**Problem to solve:** Give back the data below exactly, with every line kept the same.

**Materials provided:**
══════════════════════════════

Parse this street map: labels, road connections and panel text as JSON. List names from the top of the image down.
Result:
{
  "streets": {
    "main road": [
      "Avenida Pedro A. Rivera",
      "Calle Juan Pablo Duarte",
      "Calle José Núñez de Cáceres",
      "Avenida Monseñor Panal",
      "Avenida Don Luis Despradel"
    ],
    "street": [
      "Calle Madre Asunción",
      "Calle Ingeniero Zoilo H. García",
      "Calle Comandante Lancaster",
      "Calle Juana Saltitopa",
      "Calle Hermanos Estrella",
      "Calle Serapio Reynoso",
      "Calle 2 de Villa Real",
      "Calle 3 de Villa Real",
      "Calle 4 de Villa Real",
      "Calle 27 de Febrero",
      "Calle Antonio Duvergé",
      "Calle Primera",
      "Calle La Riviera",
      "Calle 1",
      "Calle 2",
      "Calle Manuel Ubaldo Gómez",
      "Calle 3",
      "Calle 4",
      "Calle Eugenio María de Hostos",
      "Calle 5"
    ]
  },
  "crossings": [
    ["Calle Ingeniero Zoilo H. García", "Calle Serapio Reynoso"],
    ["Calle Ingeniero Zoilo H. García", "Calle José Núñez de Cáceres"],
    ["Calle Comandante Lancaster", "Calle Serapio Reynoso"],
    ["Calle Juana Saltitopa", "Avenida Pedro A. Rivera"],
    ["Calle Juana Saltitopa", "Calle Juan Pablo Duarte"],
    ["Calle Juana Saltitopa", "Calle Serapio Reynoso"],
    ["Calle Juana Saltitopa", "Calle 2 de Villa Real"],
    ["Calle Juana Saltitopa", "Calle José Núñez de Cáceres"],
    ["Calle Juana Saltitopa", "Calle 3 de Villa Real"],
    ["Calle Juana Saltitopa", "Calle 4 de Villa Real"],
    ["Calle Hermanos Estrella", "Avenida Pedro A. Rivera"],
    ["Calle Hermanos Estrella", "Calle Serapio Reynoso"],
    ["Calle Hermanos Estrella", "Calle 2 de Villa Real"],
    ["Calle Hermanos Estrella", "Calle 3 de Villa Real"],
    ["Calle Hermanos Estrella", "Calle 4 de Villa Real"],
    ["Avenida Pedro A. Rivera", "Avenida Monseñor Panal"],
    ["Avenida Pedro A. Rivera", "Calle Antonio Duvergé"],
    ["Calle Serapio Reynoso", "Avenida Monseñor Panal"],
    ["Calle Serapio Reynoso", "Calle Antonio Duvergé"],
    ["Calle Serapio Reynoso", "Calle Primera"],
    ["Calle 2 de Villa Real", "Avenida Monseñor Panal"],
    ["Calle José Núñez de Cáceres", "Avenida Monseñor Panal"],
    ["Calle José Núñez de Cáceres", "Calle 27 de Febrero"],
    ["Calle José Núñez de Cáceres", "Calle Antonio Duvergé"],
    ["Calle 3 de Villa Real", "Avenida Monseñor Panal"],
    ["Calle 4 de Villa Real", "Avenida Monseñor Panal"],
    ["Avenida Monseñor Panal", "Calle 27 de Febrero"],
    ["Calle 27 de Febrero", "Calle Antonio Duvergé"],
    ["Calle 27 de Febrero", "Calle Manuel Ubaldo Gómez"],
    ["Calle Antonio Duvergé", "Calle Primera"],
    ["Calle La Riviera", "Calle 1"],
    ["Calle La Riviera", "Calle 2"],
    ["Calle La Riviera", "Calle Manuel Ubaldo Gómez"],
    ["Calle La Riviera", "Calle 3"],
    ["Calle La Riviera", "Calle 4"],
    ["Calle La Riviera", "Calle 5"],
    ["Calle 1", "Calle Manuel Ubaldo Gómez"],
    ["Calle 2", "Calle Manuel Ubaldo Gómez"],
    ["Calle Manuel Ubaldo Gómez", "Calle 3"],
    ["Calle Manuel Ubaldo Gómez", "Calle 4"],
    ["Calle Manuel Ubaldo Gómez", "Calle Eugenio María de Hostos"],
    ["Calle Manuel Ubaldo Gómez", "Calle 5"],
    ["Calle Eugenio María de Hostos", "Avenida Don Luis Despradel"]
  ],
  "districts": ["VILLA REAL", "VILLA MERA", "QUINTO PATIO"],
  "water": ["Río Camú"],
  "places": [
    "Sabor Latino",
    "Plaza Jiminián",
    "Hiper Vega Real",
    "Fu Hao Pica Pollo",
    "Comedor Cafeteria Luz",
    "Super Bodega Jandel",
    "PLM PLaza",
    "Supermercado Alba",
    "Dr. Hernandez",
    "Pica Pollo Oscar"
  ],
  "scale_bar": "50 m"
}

══════════════════════════════

**Answer for this exercise:**
Parse this street map: labels, road connections and panel text as JSON. List names from the top of the image down.
Result:
{
  "streets": {
    "main road": [
      "Avenida Pedro A. Rivera",
      "Calle Juan Pablo Duarte",
      "Calle José Núñez de Cáceres",
      "Avenida Monseñor Panal",
      "Avenida Don Luis Despradel"
    ],
    "street": [
      "Calle Madre Asunción",
      "Calle Ingeniero Zoilo H. García",
      "Calle Comandante Lancaster",
      "Calle Juana Saltitopa",
      "Calle Hermanos Estrella",
      "Calle Serapio Reynoso",
      "Calle 2 de Villa Real",
      "Calle 3 de Villa Real",
      "Calle 4 de Villa Real",
      "Calle 27 de Febrero",
      "Calle Antonio Duvergé",
      "Calle Primera",
      "Calle La Riviera",
      "Calle 1",
      "Calle 2",
      "Calle Manuel Ubaldo Gómez",
      "Calle 3",
      "Calle 4",
      "Calle Eugenio María de Hostos",
      "Calle 5"
    ]
  },
  "crossings": [
    ["Calle Ingeniero Zoilo H. García", "Calle Serapio Reynoso"],
    ["Calle Ingeniero Zoilo H. García", "Calle José Núñez de Cáceres"],
    ["Calle Comandante Lancaster", "Calle Serapio Reynoso"],
    ["Calle Juana Saltitopa", "Avenida Pedro A. Rivera"],
    ["Calle Juana Saltitopa", "Calle Juan Pablo Duarte"],
    ["Calle Juana Saltitopa", "Calle Serapio Reynoso"],
    ["Calle Juana Saltitopa", "Calle 2 de Villa Real"],
    ["Calle Juana Saltitopa", "Calle José Núñez de Cáceres"],
    ["Calle Juana Saltitopa", "Calle 3 de Villa Real"],
    ["Calle Juana Saltitopa", "Calle 4 de Villa Real"],
    ["Calle Hermanos Estrella", "Avenida Pedro A. Rivera"],
    ["Calle Hermanos Estrella", "Calle Serapio Reynoso"],
    ["Calle Hermanos Estrella", "Calle 2 de Villa Real"],
    ["Calle Hermanos Estrella", "Calle 3 de Villa Real"],
    ["Calle Hermanos Estrella", "Calle 4 de Villa Real"],
    ["Avenida Pedro A. Rivera", "Avenida Monseñor Panal"],
    ["Avenida Pedro A. Rivera", "Calle Antonio Duvergé"],
    ["Calle Serapio Reynoso", "Avenida Monseñor Panal"],
    ["Calle Serapio Reynoso", "Calle Antonio Duvergé"],
    ["Calle Serapio Reynoso", "Calle Primera"],
    ["Calle 2 de Villa Real", "Avenida Monseñor Panal"],
    ["Calle José Núñez de Cáceres", "Avenida Monseñor Panal"],
    ["Calle José Núñez de Cáceres", "Calle 27 de Febrero"],
    ["Calle José Núñez de Cáceres", "Calle Antonio Duvergé"],
    ["Calle 3 de Villa Real", "Avenida Monseñor Panal"],
    ["Calle 4 de Villa Real", "Avenida Monseñor Panal"],
    ["Avenida Monseñor Panal", "Calle 27 de Febrero"],
    ["Calle 27 de Febrero", "Calle Antonio Duvergé"],
    ["Calle 27 de Febrero", "Calle Manuel Ubaldo Gómez"],
    ["Calle Antonio Duvergé", "Calle Primera"],
    ["Calle La Riviera", "Calle 1"],
    ["Calle La Riviera", "Calle 2"],
    ["Calle La Riviera", "Calle Manuel Ubaldo Gómez"],
    ["Calle La Riviera", "Calle 3"],
    ["Calle La Riviera", "Calle 4"],
    ["Calle La Riviera", "Calle 5"],
    ["Calle 1", "Calle Manuel Ubaldo Gómez"],
    ["Calle 2", "Calle Manuel Ubaldo Gómez"],
    ["Calle Manuel Ubaldo Gómez", "Calle 3"],
    ["Calle Manuel Ubaldo Gómez", "Calle 4"],
    ["Calle Manuel Ubaldo Gómez", "Calle Eugenio María de Hostos"],
    ["Calle Manuel Ubaldo Gómez", "Calle 5"],
    ["Calle Eugenio María de Hostos", "Avenida Don Luis Despradel"]
  ],
  "districts": ["VILLA REAL", "VILLA MERA", "QUINTO PATIO"],
  "water": ["Río Camú"],
  "places": [
    "Sabor Latino",
    "Plaza Jiminián",
    "Hiper Vega Real",
    "Fu Hao Pica Pollo",
    "Comedor Cafeteria Luz",
    "Super Bodega Jandel",
    "PLM PLaza",
    "Supermercado Alba",
    "Dr. Hernandez",
    "Pica Pollo Oscar"
  ],
  "scale_bar": "50 m"
}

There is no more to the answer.